Excerpted data START

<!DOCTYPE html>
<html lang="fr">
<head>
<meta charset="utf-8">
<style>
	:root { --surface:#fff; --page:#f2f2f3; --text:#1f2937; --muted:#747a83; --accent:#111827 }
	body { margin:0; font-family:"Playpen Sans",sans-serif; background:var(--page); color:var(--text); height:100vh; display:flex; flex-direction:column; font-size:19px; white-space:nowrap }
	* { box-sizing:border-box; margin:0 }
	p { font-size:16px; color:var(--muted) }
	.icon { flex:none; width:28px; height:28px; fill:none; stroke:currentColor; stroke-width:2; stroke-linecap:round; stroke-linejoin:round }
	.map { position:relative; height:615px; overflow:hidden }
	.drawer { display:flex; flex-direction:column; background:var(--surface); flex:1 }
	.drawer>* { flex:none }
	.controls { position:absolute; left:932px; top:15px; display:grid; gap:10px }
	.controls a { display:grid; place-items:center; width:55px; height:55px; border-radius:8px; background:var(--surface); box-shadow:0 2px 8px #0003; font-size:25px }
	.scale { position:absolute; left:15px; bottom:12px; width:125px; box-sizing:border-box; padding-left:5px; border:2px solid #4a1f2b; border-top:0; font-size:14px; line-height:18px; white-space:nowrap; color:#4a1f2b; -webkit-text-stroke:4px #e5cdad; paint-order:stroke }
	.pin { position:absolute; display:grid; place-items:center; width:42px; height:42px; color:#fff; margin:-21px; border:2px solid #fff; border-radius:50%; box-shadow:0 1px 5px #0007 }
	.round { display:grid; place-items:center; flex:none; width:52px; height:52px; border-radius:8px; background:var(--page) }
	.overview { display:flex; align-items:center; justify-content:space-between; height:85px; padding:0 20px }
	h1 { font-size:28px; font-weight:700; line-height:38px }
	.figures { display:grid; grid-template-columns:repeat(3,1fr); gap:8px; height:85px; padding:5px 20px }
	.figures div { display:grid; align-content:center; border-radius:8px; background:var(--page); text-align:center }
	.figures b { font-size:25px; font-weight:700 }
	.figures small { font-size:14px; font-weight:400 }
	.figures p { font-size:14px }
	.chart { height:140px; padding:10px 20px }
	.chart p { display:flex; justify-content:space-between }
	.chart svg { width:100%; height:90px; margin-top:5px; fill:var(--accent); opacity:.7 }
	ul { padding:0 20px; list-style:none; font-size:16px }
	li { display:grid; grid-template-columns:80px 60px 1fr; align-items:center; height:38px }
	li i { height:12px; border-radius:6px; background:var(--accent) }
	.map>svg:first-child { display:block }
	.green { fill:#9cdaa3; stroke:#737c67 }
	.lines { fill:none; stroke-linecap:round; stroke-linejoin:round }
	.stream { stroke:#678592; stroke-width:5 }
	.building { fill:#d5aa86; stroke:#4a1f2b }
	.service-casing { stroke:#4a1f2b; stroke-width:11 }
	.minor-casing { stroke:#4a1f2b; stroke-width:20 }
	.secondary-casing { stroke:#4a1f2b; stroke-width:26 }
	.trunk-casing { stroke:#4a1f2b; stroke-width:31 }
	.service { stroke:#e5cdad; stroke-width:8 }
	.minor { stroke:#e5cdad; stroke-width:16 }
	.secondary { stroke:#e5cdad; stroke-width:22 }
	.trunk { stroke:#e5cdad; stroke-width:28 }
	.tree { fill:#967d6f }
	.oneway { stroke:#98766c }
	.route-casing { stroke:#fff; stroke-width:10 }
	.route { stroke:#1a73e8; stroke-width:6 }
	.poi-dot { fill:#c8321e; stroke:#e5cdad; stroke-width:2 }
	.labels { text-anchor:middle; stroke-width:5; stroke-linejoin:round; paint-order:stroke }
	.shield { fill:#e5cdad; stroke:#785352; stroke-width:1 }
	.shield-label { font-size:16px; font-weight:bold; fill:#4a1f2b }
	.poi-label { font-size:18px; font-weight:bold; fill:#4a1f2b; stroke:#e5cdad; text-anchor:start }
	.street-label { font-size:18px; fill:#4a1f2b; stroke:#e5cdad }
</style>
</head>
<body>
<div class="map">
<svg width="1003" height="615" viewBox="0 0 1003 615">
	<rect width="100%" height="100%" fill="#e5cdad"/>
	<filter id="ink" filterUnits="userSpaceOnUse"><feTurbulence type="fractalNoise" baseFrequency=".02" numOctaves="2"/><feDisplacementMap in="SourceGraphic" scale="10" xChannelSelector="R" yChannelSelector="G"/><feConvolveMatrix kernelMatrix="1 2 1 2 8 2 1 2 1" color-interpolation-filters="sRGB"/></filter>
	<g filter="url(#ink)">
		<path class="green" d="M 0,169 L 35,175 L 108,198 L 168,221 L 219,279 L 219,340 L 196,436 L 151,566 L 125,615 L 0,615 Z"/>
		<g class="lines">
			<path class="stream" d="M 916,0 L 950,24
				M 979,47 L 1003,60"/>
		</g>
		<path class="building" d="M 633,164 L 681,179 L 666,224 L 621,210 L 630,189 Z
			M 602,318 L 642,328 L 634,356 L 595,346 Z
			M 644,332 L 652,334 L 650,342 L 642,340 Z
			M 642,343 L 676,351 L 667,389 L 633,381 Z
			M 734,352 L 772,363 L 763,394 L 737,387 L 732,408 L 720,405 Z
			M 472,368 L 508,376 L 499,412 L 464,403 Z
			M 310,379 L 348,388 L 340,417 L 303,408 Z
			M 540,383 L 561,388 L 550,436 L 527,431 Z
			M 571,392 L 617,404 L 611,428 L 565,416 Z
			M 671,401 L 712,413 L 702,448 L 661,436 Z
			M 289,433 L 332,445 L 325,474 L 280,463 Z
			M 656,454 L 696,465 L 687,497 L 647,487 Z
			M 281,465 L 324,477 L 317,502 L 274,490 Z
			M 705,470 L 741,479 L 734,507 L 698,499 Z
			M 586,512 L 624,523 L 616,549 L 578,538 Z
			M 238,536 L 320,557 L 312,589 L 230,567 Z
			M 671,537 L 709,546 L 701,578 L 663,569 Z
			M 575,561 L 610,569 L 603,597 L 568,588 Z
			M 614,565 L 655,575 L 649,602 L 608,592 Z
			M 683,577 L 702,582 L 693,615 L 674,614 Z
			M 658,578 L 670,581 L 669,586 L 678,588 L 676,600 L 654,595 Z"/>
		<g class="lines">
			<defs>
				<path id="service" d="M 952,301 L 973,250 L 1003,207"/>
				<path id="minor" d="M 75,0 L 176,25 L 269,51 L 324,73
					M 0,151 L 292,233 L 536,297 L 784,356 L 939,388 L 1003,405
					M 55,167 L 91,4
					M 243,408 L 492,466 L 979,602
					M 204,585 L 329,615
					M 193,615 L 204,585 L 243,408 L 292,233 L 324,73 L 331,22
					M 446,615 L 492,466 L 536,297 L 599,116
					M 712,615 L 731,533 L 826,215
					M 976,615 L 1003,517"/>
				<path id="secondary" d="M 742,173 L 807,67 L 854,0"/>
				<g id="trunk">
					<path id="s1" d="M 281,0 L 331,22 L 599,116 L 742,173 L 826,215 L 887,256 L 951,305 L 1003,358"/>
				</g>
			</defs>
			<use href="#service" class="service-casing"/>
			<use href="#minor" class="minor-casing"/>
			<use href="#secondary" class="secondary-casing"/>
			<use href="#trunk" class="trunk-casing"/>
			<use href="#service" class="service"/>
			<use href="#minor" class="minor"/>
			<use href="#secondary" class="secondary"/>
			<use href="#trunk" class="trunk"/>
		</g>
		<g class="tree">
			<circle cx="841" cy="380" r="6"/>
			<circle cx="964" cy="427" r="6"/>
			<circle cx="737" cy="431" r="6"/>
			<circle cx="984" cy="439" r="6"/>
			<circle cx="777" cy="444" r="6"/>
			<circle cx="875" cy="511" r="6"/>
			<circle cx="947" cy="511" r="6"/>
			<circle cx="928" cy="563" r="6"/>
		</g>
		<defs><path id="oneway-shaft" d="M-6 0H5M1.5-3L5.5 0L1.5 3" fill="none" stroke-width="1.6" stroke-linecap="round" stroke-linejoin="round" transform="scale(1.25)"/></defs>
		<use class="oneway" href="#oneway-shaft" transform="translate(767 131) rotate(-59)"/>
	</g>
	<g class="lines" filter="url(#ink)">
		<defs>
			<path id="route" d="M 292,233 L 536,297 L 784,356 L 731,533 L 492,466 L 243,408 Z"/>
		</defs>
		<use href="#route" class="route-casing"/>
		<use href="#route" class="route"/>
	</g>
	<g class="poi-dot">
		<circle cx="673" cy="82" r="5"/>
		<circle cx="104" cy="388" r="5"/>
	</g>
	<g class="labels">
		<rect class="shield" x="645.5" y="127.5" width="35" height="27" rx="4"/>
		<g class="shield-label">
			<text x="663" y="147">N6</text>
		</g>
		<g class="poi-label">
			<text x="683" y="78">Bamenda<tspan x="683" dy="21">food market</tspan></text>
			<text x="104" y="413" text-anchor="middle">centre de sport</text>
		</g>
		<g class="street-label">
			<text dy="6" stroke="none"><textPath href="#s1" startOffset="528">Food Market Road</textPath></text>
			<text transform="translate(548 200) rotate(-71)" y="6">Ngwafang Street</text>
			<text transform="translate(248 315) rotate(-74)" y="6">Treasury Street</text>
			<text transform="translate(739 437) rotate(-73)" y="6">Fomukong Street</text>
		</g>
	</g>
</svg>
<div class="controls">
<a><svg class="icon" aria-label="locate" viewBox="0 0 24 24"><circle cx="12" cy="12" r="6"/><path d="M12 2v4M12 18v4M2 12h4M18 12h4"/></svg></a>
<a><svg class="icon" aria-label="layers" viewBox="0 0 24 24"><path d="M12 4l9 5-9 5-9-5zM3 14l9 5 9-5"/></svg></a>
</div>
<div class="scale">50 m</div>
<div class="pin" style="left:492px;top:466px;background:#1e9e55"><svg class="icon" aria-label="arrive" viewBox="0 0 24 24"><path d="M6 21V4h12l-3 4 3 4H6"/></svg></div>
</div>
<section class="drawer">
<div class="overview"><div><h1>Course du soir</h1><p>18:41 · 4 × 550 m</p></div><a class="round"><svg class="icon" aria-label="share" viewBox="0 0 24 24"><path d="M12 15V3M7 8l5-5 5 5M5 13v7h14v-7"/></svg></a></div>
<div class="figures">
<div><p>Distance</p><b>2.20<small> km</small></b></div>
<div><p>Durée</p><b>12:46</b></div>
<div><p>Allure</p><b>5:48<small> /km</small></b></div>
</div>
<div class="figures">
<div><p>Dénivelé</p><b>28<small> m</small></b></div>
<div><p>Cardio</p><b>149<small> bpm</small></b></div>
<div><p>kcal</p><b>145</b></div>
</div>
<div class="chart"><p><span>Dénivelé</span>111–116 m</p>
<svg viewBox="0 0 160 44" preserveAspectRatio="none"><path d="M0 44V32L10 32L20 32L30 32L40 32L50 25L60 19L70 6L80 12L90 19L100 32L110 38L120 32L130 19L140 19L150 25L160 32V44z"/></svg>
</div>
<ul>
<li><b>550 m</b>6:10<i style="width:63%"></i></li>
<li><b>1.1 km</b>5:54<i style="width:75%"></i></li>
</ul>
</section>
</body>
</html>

Excerpted data END

Retype the records above exactly, from their first line through the line that contains "--surface:#fff; --page:#f2f2f3; --text:#1f2937;", and stop there.

**Response for this exercise**.
<!DOCTYPE html>
<html lang="fr">
<head>
<meta charset="utf-8">
<style>
	:root { --surface:#fff; --page:#f2f2f3; --text:#1f2937; --muted:#747a83; --accent:#111827 }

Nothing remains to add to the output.